▶ _PROMPT_: Below are the records; pull every line that includes "JSON".

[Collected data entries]

▼

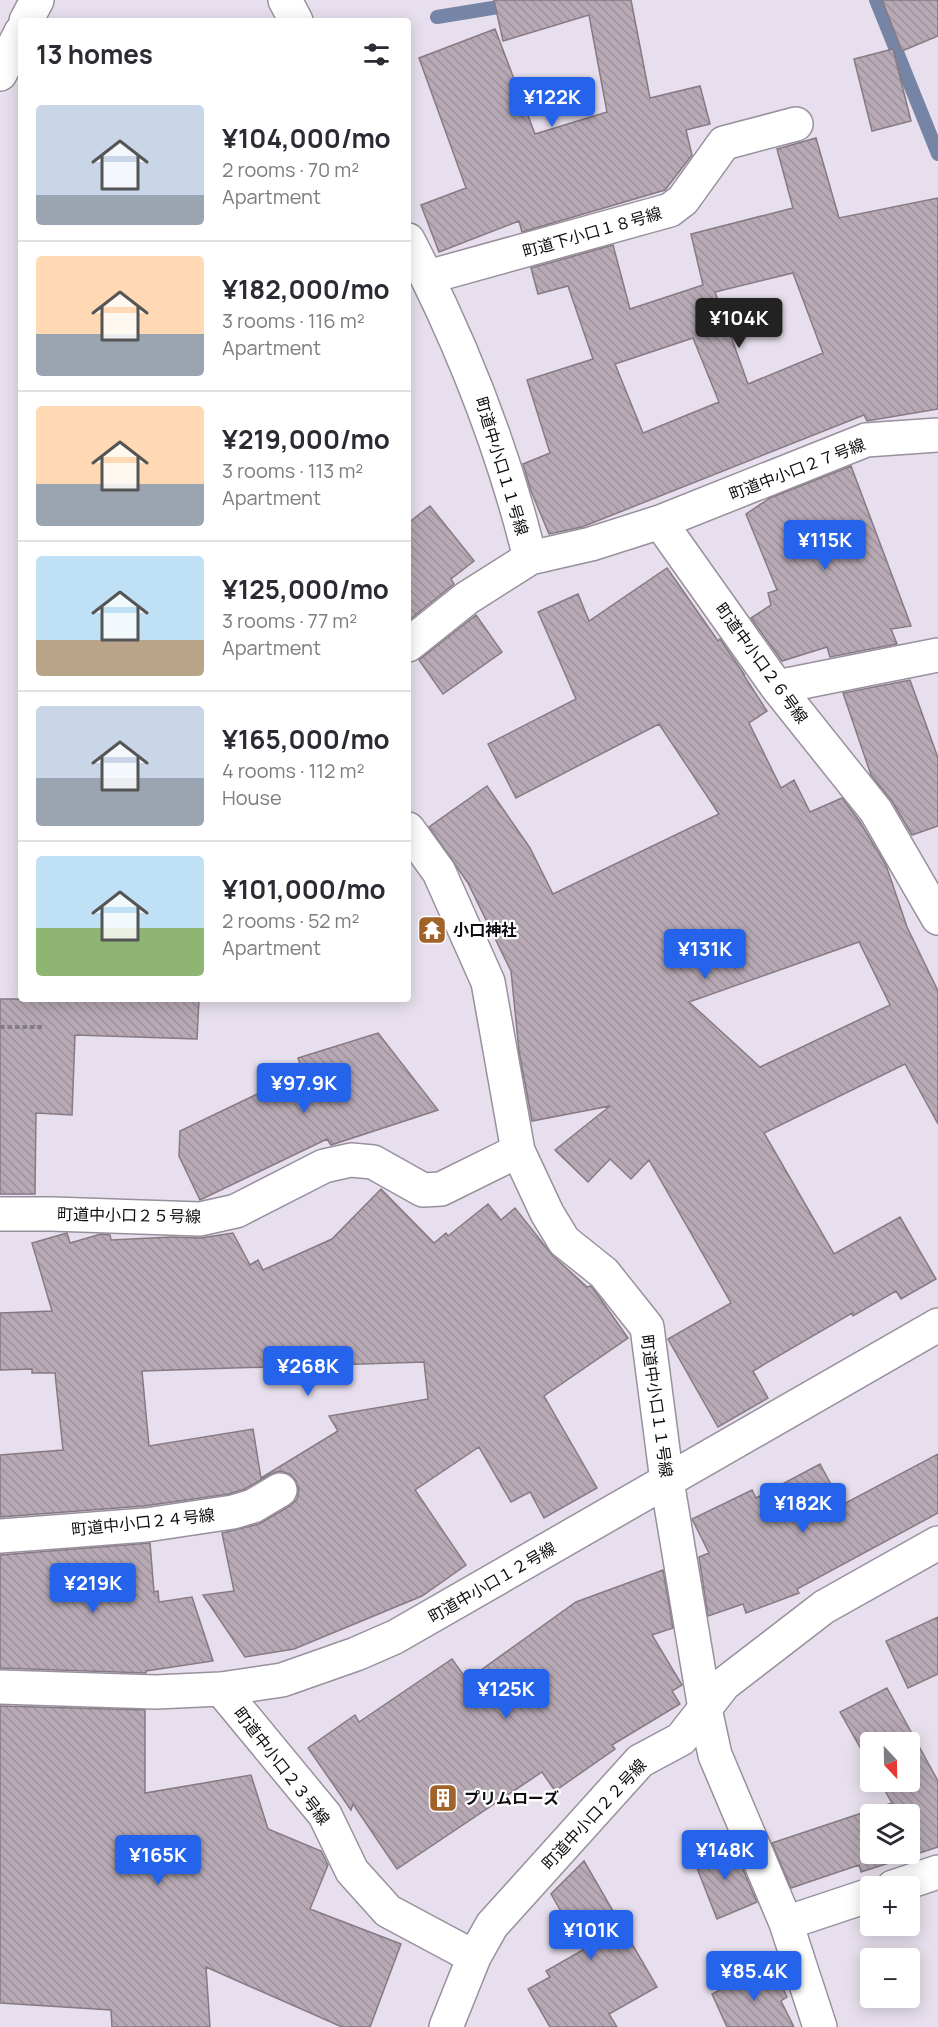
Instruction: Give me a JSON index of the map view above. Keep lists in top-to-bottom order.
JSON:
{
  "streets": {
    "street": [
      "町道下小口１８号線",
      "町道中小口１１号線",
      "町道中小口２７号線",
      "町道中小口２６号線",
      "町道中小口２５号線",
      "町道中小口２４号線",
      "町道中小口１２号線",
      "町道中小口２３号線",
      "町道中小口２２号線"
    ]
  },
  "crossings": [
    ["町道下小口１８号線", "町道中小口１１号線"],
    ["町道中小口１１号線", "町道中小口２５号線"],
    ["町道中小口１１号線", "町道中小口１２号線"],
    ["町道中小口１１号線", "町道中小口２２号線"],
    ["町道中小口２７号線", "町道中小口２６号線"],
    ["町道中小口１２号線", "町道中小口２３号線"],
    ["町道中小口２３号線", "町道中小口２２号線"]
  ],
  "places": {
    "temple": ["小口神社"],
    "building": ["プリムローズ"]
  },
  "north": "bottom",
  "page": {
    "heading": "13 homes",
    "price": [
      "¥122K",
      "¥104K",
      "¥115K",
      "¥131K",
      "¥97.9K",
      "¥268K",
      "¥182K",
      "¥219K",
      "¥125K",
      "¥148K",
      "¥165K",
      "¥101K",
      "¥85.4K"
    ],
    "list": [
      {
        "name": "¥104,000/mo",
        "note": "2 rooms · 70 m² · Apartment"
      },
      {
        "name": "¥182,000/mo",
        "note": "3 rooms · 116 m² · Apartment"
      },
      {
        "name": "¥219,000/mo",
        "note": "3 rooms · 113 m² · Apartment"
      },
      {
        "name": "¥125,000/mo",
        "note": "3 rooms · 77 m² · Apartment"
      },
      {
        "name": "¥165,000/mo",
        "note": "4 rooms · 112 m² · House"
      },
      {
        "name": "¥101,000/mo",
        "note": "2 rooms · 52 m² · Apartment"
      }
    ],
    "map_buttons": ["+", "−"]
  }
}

▲

▶ _PROBLEM SOLUTION_:
Instruction: Give me a JSON index of the map view above. Keep lists in top-to-bottom order.
JSON:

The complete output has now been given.